In his motion for sanctions, plaintiff contends one of defendants' reasons for seeking an extension of time was misleading. Plaintiff points to defendants' assertion that they were busy preparing a response to plaintiff's appeal during the month before the Court of Appeals dismissed that appeal. For several reasons, this court finds plaintiff's motion baseless. First, Plaintiff chose to file an appeal. Defendants cannot be blamed for preparing to respond to that appeal, even if it was meritless. Second, the time spent preparing a response to the appeal was only one of the reasons defendants sought an extension of time.
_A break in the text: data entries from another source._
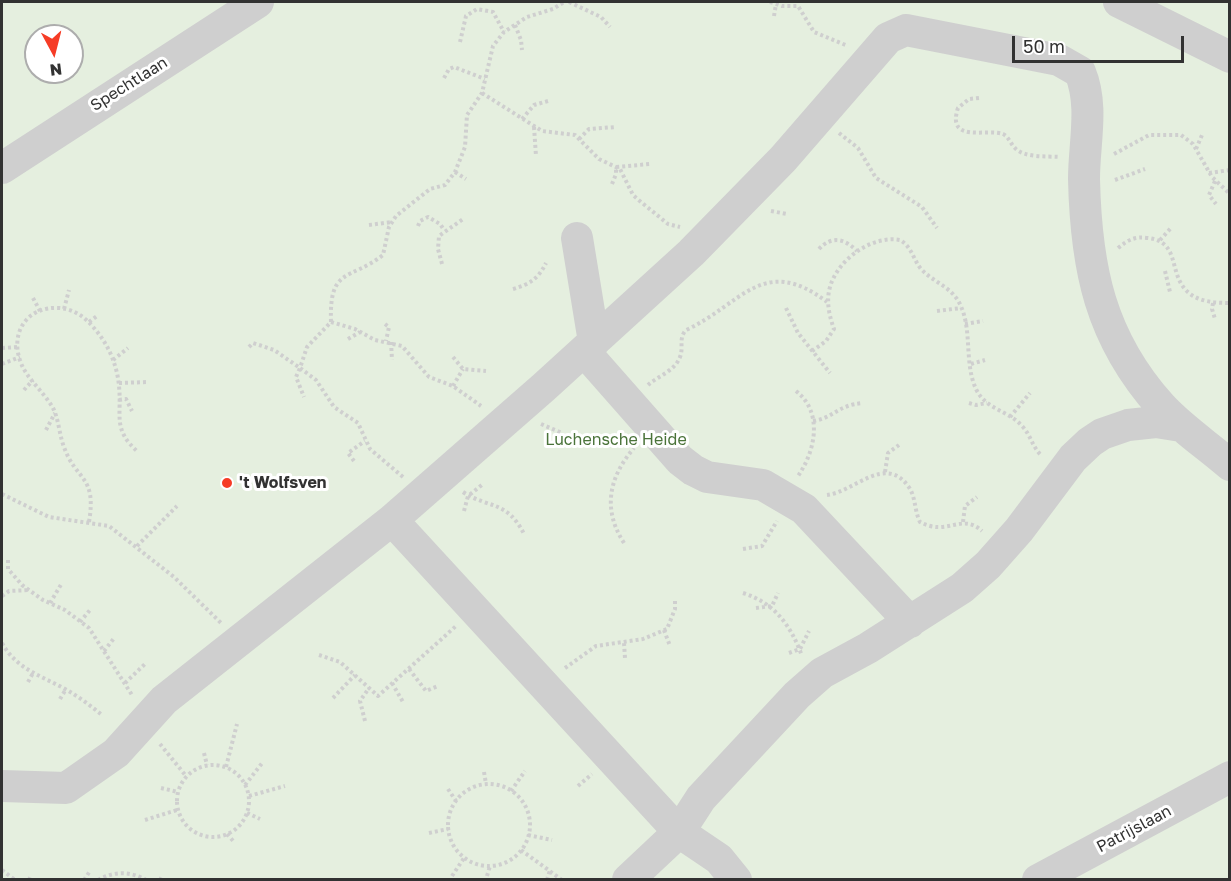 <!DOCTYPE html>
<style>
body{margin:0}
#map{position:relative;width:1231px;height:881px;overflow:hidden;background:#fff;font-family:"Golos Text",sans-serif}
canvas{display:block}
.frame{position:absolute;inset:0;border:3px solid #323232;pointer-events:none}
.north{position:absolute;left:24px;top:24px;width:60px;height:60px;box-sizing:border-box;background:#fff;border:2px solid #adadad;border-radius:50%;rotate:173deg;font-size:16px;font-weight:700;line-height:24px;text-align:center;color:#323232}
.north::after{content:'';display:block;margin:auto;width:21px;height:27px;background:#f63c26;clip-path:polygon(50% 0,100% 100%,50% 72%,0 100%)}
.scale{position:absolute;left:1012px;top:36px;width:172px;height:27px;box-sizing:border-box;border:3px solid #323232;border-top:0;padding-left:8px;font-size:18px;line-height:21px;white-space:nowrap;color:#323232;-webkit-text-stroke:4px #fff;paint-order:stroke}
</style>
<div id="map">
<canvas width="1231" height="881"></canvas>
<div class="frame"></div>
<div class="north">N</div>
<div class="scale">50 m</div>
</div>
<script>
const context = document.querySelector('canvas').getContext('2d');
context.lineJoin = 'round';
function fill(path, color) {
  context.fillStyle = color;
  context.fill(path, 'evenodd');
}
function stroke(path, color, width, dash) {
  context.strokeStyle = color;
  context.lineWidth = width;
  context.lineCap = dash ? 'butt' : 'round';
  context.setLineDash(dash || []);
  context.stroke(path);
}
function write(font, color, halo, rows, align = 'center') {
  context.font = font + ' "Golos Text",sans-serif';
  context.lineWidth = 6;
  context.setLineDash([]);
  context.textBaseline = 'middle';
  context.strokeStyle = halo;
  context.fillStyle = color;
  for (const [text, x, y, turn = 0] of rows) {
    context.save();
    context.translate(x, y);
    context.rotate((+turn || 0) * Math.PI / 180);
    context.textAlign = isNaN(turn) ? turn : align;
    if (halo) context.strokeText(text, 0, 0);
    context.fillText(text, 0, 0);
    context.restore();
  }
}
const green = new Path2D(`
 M2,2H1229V879L2,880ZM36,36H72V72H36Z`);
const path = new Path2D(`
 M569,2L601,17L610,27
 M770,2L782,6H798L814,32L848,46
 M774,16L776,4
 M515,25L521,40L522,50
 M460,42L466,16L477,9L493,12L504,32
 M444,78L449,69L454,67L485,79
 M482,93L542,131L575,135L599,159L620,169L633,195L641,202L668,224L680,227
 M979,98L969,99L958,108C946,144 988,128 1003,134C1009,137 1010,143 1015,148C1024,158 1047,156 1060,157
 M522,119L534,105L548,101
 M534,127L536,156
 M839,133L858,148L876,178L922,207L937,228
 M579,139L589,129L616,127
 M1196,149L1202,135
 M1114,154L1149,135H1181L1193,144L1212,177L1230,194
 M455,172L466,179
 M1209,173L1230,170
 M1115,180L1145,169
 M1215,181L1209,195L1216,204
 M612,184L616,174V167L650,164
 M771,211L787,214
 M369,225L392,222
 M418,226L420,221L428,217L440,224L444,230
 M1160,240L1171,228
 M1118,248C1128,240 1135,236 1148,238C1182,242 1167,275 1189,293C1200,302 1216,303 1230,303
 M819,249C832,235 845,239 857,251
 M442,264L438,249L439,236L463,219
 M1165,271L1170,292
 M513,289C530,284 538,279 546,263
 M33,298L40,311
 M1213,303L1212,309L1215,319
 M786,308L798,333L830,373
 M64,309L69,290
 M937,311L961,308
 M89,322L97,316
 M331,322L355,329L375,340L402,346L429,377L453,386L481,406
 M385,324L389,327L386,341
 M965,324L983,321
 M348,339L360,332
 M391,342L392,360
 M249,347L253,343L274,350L300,368L296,377L304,397
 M2,348L18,347
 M812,351L826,341L834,329C829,315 826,301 830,287C838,259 872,235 900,240C912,247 913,259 921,269C932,281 947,285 957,299C974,325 963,361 976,389C986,410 1008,410 1022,426C1031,435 1032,447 1042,456
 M453,357L463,369L486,371
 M113,360L128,348
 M2,364L20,357
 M971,364L985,360
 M119,383L149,382
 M648,385C658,376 675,371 680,357C684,347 678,339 686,330C741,305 763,253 827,302
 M453,386L463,369
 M24,390L33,380
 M796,391C823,412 816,450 798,476
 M119,400L126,399L132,411
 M969,403L976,405L987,403
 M1010,417L1030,393
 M813,421C834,418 837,405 863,403
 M541,424L562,433
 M46,430L55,413
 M354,461L348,453L365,441
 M885,472L888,453L899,445
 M403,477L370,449L358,423L334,407L316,380L300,368L307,347L331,322C329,266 350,281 383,255L389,227L396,216L430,189L445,185L455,172L465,147L467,115L482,93L493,46L504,32L527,17L553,9L564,2
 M463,492C489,509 507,500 524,534
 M2,494L49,517L109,526L174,577L221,623
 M827,495C854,492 885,454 908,486C916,496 914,510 920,522C948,537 961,512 982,531
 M464,511L468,496L483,484
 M89,522C97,475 76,481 64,447C59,434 59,420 53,408C44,392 27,379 21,363C9,333 27,306 59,308C74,309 85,317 94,328C108,344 117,364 119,386C122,416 112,429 138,452
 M963,522L965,506L977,497
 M624,543C602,509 609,477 634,448
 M137,546L177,506
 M743,549L762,546L777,521
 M8,560V569L22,585L43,600L65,610L89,628L132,695
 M743,593C775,603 791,626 802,656
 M2,596L9,591L29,590
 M50,603L62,583
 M756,608L772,606L778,593
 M80,622L90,610
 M664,630L670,646
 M2,643C16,669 42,676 67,690C79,697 91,706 102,715
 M624,643L625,658
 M104,651L115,637
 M789,653L800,649L809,631
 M319,655L340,662L378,696L456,626
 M565,668L596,646L643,639L667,629L675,609V598
 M409,669L426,691L438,686
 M28,682L33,673
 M125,683L145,664
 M392,683L403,702
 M333,698L355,675
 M60,699L66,689
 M365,721L360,701L369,688
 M160,744L186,776
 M204,753L207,765
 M177 801a36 36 0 1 1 72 0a36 36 0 1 1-72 0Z
 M226,767L237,724
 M484,772L486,784
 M448 825a41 41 0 1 1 82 0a41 41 0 1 1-82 0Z
 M245,785L263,762
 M578,786L592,774
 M161,788L178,792
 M448,789L456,801
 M511,791L525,771
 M249,796L285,786
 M247,813L260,819
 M145,820L177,810
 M429,833L448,829
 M227,834L235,843
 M528,835L552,840
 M521,850L562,880
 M2,870L15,880
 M452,876L464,858
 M487,876L490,866
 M29,880L31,875
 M84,880L90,871
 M98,880C114,871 130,871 146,880
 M160,880L162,876
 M547,880L550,870`);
const minor = new Path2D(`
 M1119,2L1230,57
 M2,168L258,2
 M577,238L594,342
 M584,351L680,460L693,470L707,477L763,485L804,509L910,622
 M392,520L679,832L701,798L797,695L822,673L868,648L962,588L988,565L1019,530L1073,458L1090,442L1102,434L1128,425L1156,422L1181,426
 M2,786L66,788L116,753L164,700L392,520L544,387L691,253L783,159L888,38L906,30L1059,60L1080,72C1094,106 1084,143 1084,179C1086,268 1100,338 1161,406C1181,428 1207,445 1230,465
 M628,880L679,832L719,859L736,880
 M1038,880L1230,777`);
const markers = [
 [227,483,6,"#f63c26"]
];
const streetNames = [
 ["Spechtlaan",129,84,-32],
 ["Patrijslaan",1134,829,-28]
];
const parkNames = [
 ["Luchensche Heide",616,440]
];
const poiNames = [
 ["'t Wolfsven",239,483]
];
fill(green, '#e5efdf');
stroke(path, '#cfcfcf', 4, [3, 3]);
stroke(minor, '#cfcfcf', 32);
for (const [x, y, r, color] of markers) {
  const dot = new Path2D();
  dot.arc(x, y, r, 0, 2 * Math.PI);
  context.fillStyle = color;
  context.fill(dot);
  stroke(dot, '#fff', 2);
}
write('16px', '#323232', '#fff', streetNames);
write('16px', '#4a7339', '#fff', parkNames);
write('bold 16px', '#323232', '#fff', poiNames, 'left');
</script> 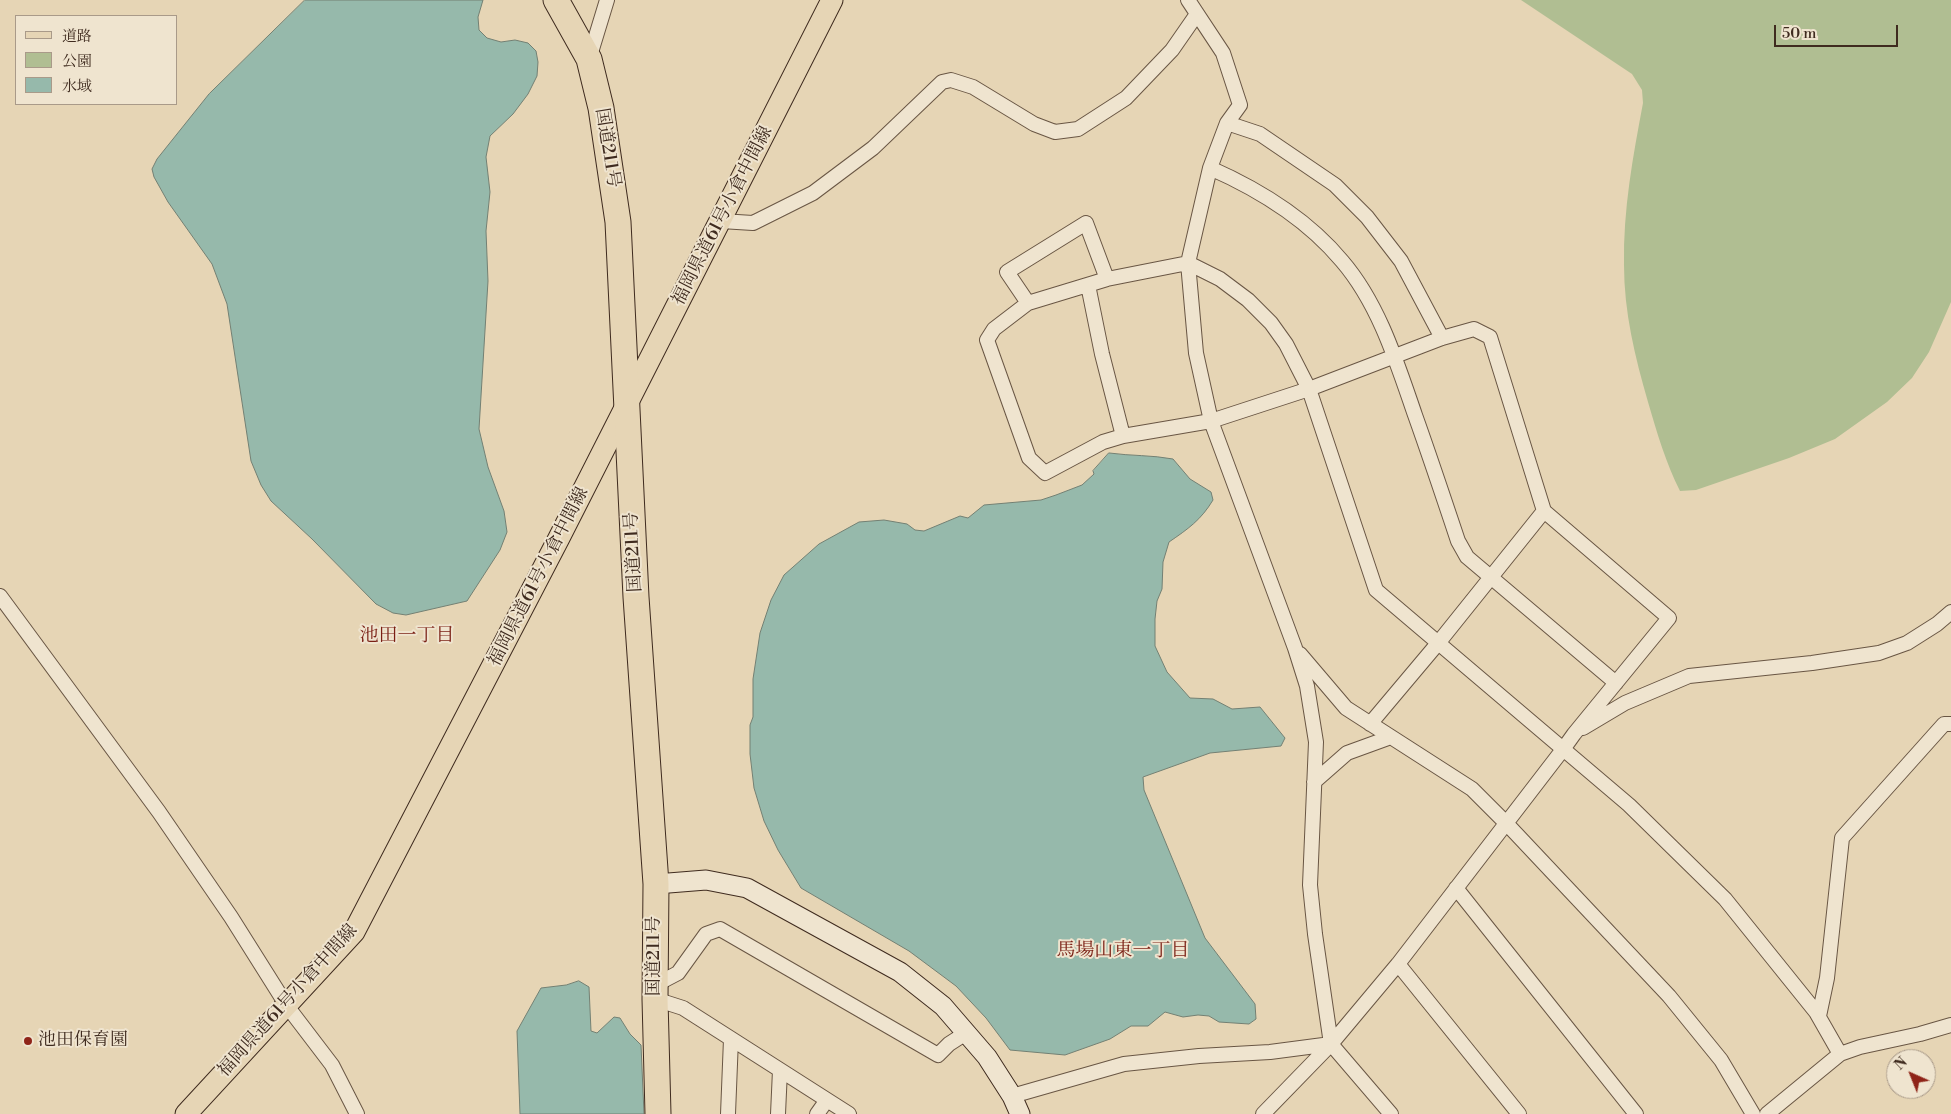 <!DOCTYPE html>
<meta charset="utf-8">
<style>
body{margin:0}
#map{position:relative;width:1951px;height:1114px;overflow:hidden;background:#e6d5b5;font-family:"Libre Bodoni","Noto Serif JP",serif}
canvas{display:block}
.legend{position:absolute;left:15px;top:15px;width:162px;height:90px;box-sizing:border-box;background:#efe4cf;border:1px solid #a99a89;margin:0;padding:6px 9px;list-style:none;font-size:15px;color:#3f2b1f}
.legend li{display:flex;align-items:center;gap:10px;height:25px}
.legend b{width:25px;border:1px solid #a99a89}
.north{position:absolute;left:1886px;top:1049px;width:50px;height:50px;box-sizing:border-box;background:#efe4cf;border:1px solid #a99a89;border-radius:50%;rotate:316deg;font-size:14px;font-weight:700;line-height:20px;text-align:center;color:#3f2b1f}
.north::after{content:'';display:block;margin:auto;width:18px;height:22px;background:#8f2418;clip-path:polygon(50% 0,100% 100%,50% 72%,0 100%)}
.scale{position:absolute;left:1774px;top:25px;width:124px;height:22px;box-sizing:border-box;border:2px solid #3f2b1f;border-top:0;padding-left:6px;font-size:15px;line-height:18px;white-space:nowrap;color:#3f2b1f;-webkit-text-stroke:4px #efe4cf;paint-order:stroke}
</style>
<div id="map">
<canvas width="1951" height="1114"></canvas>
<ul class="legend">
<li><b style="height:6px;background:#e6d5b5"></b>道路</li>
<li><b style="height:14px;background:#b0be92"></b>公園</li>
<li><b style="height:14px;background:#96b9ab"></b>水域</li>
</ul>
<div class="north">N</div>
<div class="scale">50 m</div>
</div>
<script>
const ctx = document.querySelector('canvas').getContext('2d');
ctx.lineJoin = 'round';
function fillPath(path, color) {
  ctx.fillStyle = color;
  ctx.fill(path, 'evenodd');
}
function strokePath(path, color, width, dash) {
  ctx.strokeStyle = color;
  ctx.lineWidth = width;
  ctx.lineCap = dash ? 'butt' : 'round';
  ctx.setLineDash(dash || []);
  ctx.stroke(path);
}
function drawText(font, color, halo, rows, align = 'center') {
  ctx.font = font + ' "Libre Bodoni","Noto Serif JP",serif';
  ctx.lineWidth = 4;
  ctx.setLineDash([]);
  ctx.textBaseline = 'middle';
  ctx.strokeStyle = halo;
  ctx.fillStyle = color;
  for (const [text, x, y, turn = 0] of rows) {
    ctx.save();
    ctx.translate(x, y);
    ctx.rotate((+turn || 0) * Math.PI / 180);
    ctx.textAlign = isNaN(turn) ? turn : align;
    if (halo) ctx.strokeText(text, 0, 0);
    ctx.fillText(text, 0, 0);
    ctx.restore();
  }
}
const green = new Path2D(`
 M1521 0H1951V302L1929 352 1912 378 1887 402 1835 439 1789 458 1696 490 1680 491C1666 463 1657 433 1648 402 1635 357 1624 312 1624 265 1623 210 1633 156 1643 103L1642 90 1632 74Z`);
const water = new Path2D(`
 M305 0H483L478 17 479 30 487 38 501 42 515 40 528 43 536 51 538 62 537 76 528 94 513 114 490 136 486 157 490 192 486 231 488 281 479 429 488 467 504 511 507 532 500 550 467 601 406 615 393 613 376 604 312 539 271 501 261 485 251 461 227 304 212 264 168 202 154 177 152 169 157 159 209 94Z
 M1109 453C1131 456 1152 455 1173 459L1190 479 1211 492 1213 500C1201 520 1188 529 1169 542L1163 562 1162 589 1157 601 1155 619V646L1167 672 1190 698 1213 699 1232 709 1260 707 1285 738 1281 746 1210 753 1143 777 1144 790 1205 938 1255 1004 1256 1019 1249 1024 1219 1022 1209 1016 1198 1015 1183 1017 1165 1012 1148 1026H1131L1110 1039 1065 1055 1010 1050 986 1018 956 986 909 951 801 888 778 850 764 821 754 788 750 754V725L753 717V679L760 633 771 600 784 575 819 544 859 522 884 520 907 524 915 530 924 531 960 516 968 518 984 505 1041 500 1056 495 1082 485 1094 474 1093 471Z
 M579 981 589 987 591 1031 597 1033 614 1017 620 1018 630 1034 641 1045 644 1114H520L517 1031 541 988 566 985Z`);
const street = new Path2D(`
 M1188 0 1223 53 1240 105 1227 123 1210 168 1188 263 1196 353 1211 421 1295 648 1307 686 1316 742 1310 885 1315 934 1331 1044 1391 1114
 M589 59 607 0
 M1227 123 1260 134 1335 185 1367 217 1401 261 1442 338
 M1210 168C1260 190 1307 219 1342 261 1379 304 1397 363 1415 415 1430 457 1444 499 1458 541L1467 557 1616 683
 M721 221 753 223 813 193 873 148 942 82 951 80 973 87 1034 124 1055 132 1078 129 1126 98 1172 50 1197 14
 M1088 285 1102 354 1123 436
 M1028 303 1007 272 1086 223 1107 279
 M0 596 159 812 231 917 287 1006 332 1065 357 1114
 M1300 654 1346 708 1472 789 1506 823 1669 996 1721 1060 1753 1114
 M1370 724 1439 642 1544 511
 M1583 728 1625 703 1689 676 1812 663 1879 653 1907 643 1937 624 1951 612
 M1314 782 1347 753 1391 737
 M1456 888 1636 1114
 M1398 964 1519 1114
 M655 985 678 973 706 934 720 929 938 1055 949 1044 966 1033
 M655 999 683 1008 849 1114
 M1819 1016 1827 978 1842 838 1944 724H1951
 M1012 1096 1124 1064 1199 1056 1270 1052 1331 1044
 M728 1114 731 1039
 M778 1114 780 1070
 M817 1114 827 1100
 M1263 1114 1331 1044 1398 964 1564 748 1574 734 1669 618 1544 511 1490 337 1474 329 1442 338 1309 389 1211 421 1123 436 1103 442 1045 473 1029 458 987 340 994 329 1028 303 1107 279 1188 263 1220 279 1248 300 1271 323 1286 344 1309 389 1376 590 1629 805 1725 899 1816 1012 1840 1054
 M1767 1114 1840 1054 1860 1047 1920 1034 1951 1025`);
const secondary = new Path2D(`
 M656 884 706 880 747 888 900 972 943 1006 987 1057 1012 1096 1020 1114`);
const primary = new Path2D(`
 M186 1114 354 932 559 538 832 0`);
const highway = new Path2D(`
 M556 0 589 59 601 108 618 222 636 597 656 884 655 999 658 1114`);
const markers = [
 [28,1041,5,"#8f2418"]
];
const streetNames = [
 ["国道211号",607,148,81],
 ["福岡県道61号小倉中間線",723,216,-63],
 ["国道211号",634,552,-93],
 ["福岡県道61号小倉中間線",539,577,-63],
 ["国道211号",655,956,-90],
 ["福岡県道61号小倉中間線",288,1001,-48]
];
const poiNames = [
 ["池田保育園",38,1041]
];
const neighbourhoodNames = [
 ["池田一丁目",407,636],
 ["馬場山東一丁目",1123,951]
];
fillPath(green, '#b0be92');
fillPath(water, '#96b9ab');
strokePath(water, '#738073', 1);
strokePath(street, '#695644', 16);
strokePath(secondary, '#3f2b1f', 21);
strokePath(primary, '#3f2b1f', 23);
strokePath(highway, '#3f2b1f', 27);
strokePath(street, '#efe4cf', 14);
strokePath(secondary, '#efe4cf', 19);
strokePath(primary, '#e6d5b5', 21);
strokePath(highway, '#e6d5b5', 25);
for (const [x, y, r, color] of markers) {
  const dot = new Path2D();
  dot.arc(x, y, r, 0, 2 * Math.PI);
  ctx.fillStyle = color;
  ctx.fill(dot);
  strokePath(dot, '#efe4cf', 2);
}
drawText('18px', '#3f2b1f', '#efe4cf', streetNames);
drawText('18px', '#3f2b1f', '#efe4cf', poiNames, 'left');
drawText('19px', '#7a1f14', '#efe4cf', neighbourhoodNames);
</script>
Defendants also explained that their counsel had an unusually high workload and needed additional time to complete a summary judgment motion. (See ECF No. 59.) Third, this court already found good cause for defendants' motion under Rule 6(b) of the Federal Rules of Civil Procedure. (ECF No. 60.) Plaintiff's motion for sanctions will be denied.
MOTION FOR APPOINTMENT OF COUNSEL
Plaintiff states that he “renews” his prior motion for the appointment of counsel. (See
ECF No. 75 at 2.) Plaintiff made three prior motions for the appointment of counsel. In his first motion, plaintiff argued that counsel was necessary to properly present his claims because plaintiff is a participant in the EOP mental health program and was assisted by another prisoner in completing his first amended complaint. (ECF No. 13.) This court denied plaintiff's motion without prejudice. (ECF No. 14.)
In his second motion, plaintiff argued that he required counsel because he cannot afford counsel and is untrained in the law. (ECF No. 27.) This court found no exceptional circumstances justified the appointment of counsel. (ECF No. 31.)
In his third motion, filed August 2, 2021, plaintiff asserted that he has a mental health disability and needed assistance with discovery. (ECF No. 68.) After noting that the discovery deadline expired in November 2020, this court again found no exceptional circumstances justified plaintiffs motion. (ECF No. 69.)
Plaintiff now seeks appointment of counsel because he needs assistance with discovery and because defendants have counsel. (ECF No. 75.) Because plaintiff provides no reason for this court to re-open discovery, his need for the appointment of counsel at this time is similarly without a basis. Further, the fact that defendants have counsel and plaintiff does not fails to amount to an extraordinary circumstance which would compel this court to request the voluntary assistance of an attorney. See Mundy v. Linke, No. 2:21-cv-0117 CKD P, 2021 WL 4243455, at *1 (E.D. Cal. Sept. 17, 2021) (“Circumstances common to most prisoners, such as lack of legal education and limited law library access, do not establish exceptional circumstances that warrant a request for voluntary assistance of counsel.”).
For the foregoing reasons, IT IS HEREBY ORDERED as follows:
1. Plaintiff's motion for to disqualify the undersigned magistrate judge (ECF No. 71) is denied.
2. Plaintiff's motion for an extension of the discovery deadline (ECF No. 75) is denied.
3. Plaintiff's motion for sanctions (ECF No. 75) is denied.
4. Plaintiff's motion for the appointment of counsel (ECF No. 75) is denied.